We have just published the following research.

External Migration - February 2002

Result: A further strong net inflow of migrants was recorded in February but
tourist arrivals eased back a little.

Implication for markets: Migrant flows are tracking in line with RBNZ
projections. We expect the RBNZ to hike the OCR by 25bps at both the April and
May meeting.

Commentary

Migration data for the first two months of this year is consistent with the
RBNZ's assumption that the annual net inflow will increase to around 30,000
people over the course of 2002. The positive impact of this inflow on the
demand for housing and consumer durables, with consequent flow-on impacts on
inflation, is one of the key factors underpinning the Bank's decision to begin
an early retightening of monetary conditions. In common with the RBNZ, we
expect the next inflow to begin easing before long, in part reflecting the
improving outlook for the global economy.

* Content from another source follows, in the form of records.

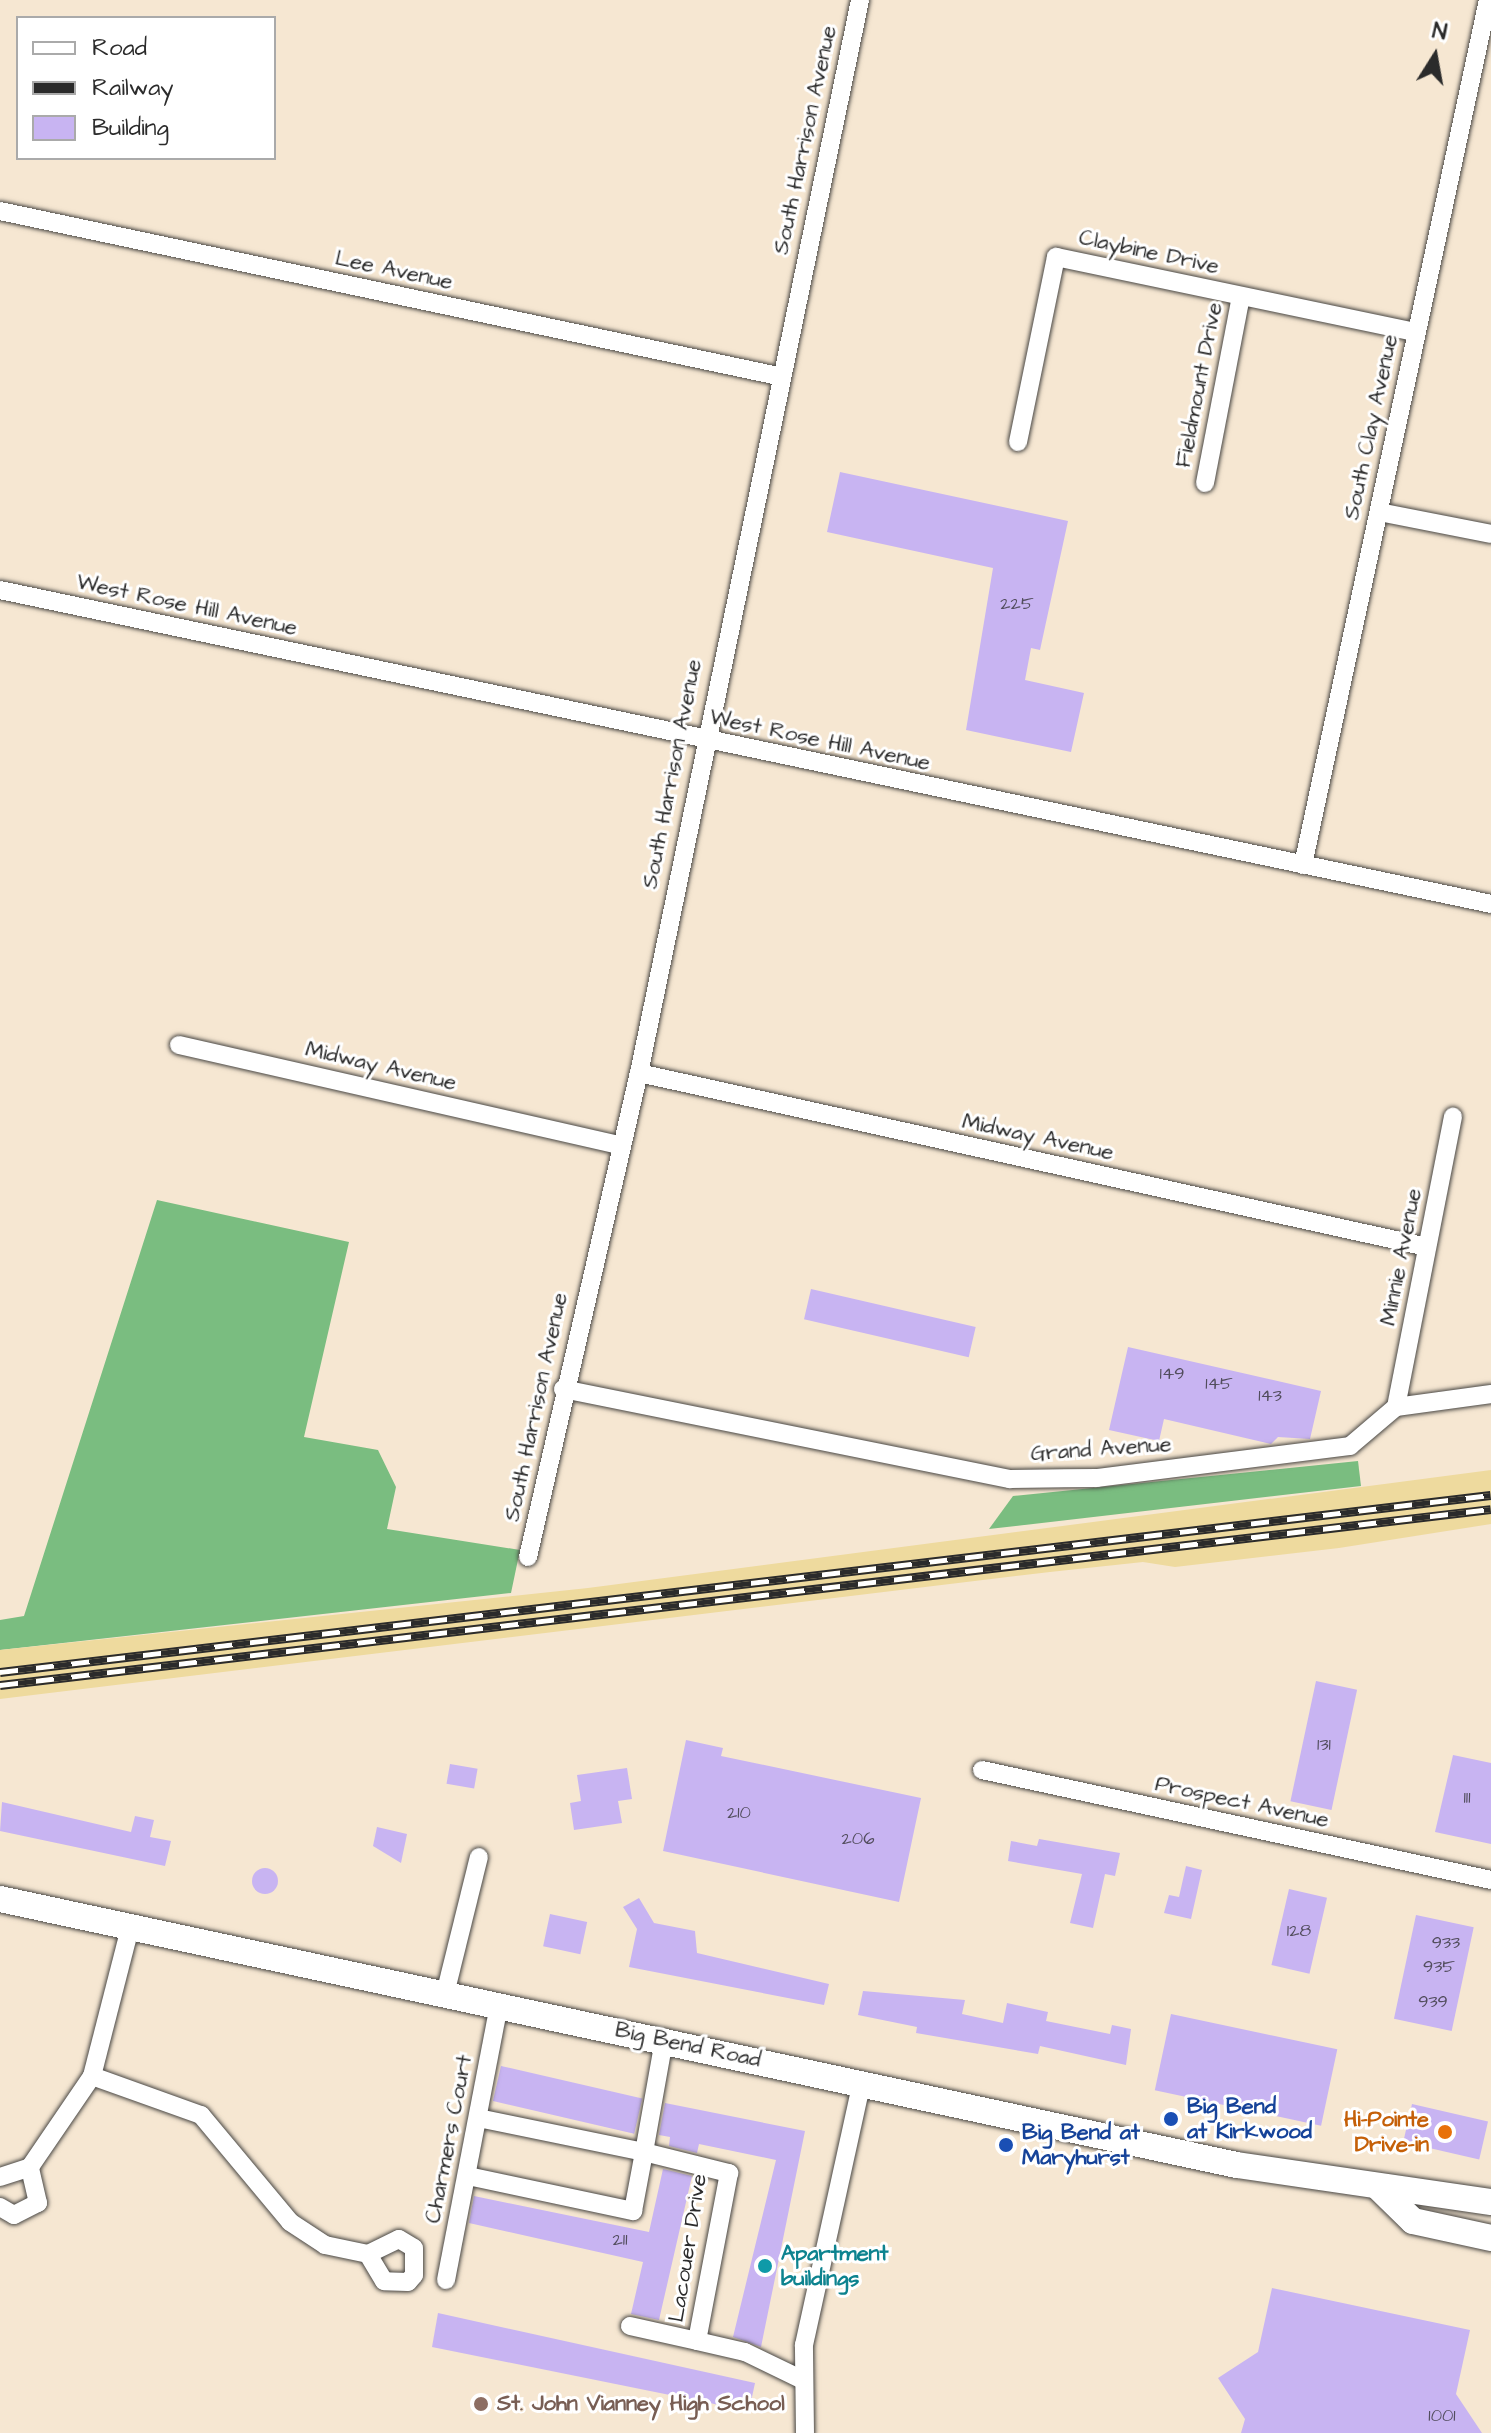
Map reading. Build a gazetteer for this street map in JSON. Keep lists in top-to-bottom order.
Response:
{
  "streets": {
    "main road": ["Big Bend Road"],
    "street": [
      "South Harrison Avenue",
      "Claybine Drive",
      "Lee Avenue",
      "Fieldmount Drive",
      "South Clay Avenue",
      "West Rose Hill Avenue",
      "Midway Avenue",
      "Minnie Avenue",
      "Grand Avenue",
      "Prospect Avenue",
      "Charmers Court",
      "Lacouer Drive"
    ]
  },
  "crossings": [
    ["South Harrison Avenue", "Lee Avenue"],
    ["South Harrison Avenue", "West Rose Hill Avenue"],
    ["South Harrison Avenue", "Midway Avenue"],
    ["South Harrison Avenue", "Grand Avenue"],
    ["Claybine Drive", "Fieldmount Drive"],
    ["Claybine Drive", "South Clay Avenue"],
    ["South Clay Avenue", "West Rose Hill Avenue"],
    ["Midway Avenue", "Minnie Avenue"],
    ["Minnie Avenue", "Grand Avenue"],
    ["Big Bend Road", "Charmers Court"]
  ],
  "places": [
    "Big Bend at Kirkwood",
    "Hi-Pointe Drive-in",
    "Big Bend at Maryhurst",
    "Apartment buildings",
    "St. John Vianney High School"
  ],
  "house_numbers": [
    "225",
    "149",
    "145",
    "143",
    "131",
    "111",
    "210",
    "206",
    "128",
    "933",
    "935",
    "939",
    "211",
    "1001"
  ],
  "legend": ["Road", "Railway", "Building"],
  "north": "top"
}
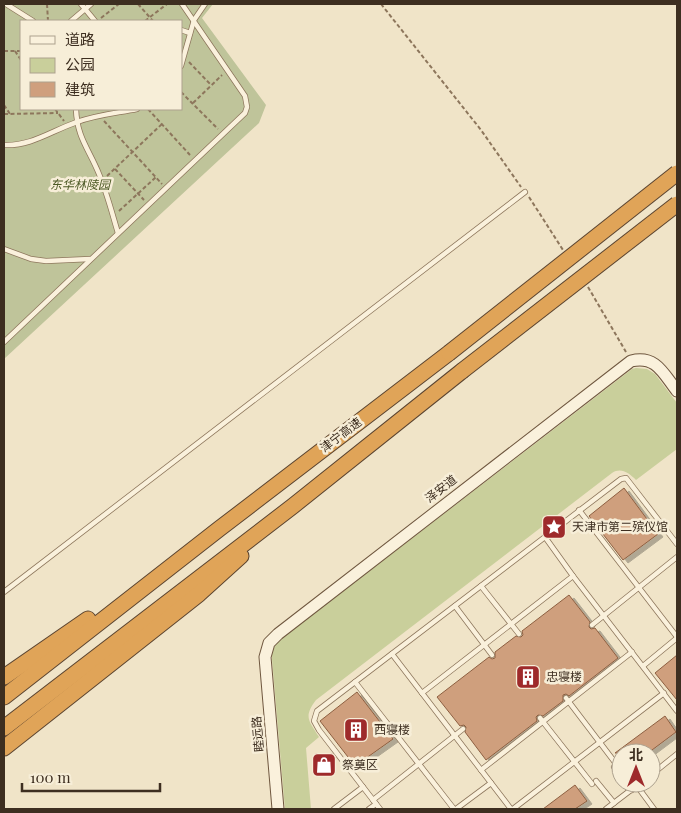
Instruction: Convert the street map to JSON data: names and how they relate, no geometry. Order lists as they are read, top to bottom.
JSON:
{
  "streets": {
    "highway": ["津宁高速"],
    "street": ["泽安道", "睦远路"]
  },
  "crossings": [
    ["泽安道", "睦远路"]
  ],
  "parks": ["东华林陵园"],
  "places": {
    "place": ["天津市第二殡仪馆"],
    "building": ["忠寝楼", "西寝楼"],
    "shop": ["祭奠区"]
  },
  "legend": ["道路", "公园", "建筑"],
  "scale_bar": "100 m",
  "north": "top"
}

After declining sharply post-11 September, tourist arrivals rebounded somewhat
in December and January. The improving trend suffered a minor setback in
February, with arrivals again declining to levels well below those prevailing
prior to the terrorist attacks. However, the bulk of anecdotal evidence
continues to suggest that the improving trend should reassert itself over
coming months. In our view, the tourism sector is set to resume its position as
one of the key drivers of New Zealand's economic growth.

Key points

Adjusting for seasonal effects, a net 3,020 people migrated to New Zealand in
February, taking the annual inflow to 21,992. This compares with an annual
outflow of 13,214 in the preceding year. To put this in perspective, the
turnaround in migrant flows over the past year is equivalent to 0.9% of the
country's population.

The number of tourist arrivals fell 4.6% in February but was still 6.1 % higher
than a year earlier. Arrivals in November had been 9.9% lower than a year
earlier. The decline in February occurred despite a strong increase in arrivals
from Asia (possibly reflecting the timing of the Chinese New Year holidays) and
was due to a decline in arrivals from the US following a strong result in
January.

The number of short-term departures by New Zealand residents rose 0.4% in
February but was 9.1% lower than a year earlier.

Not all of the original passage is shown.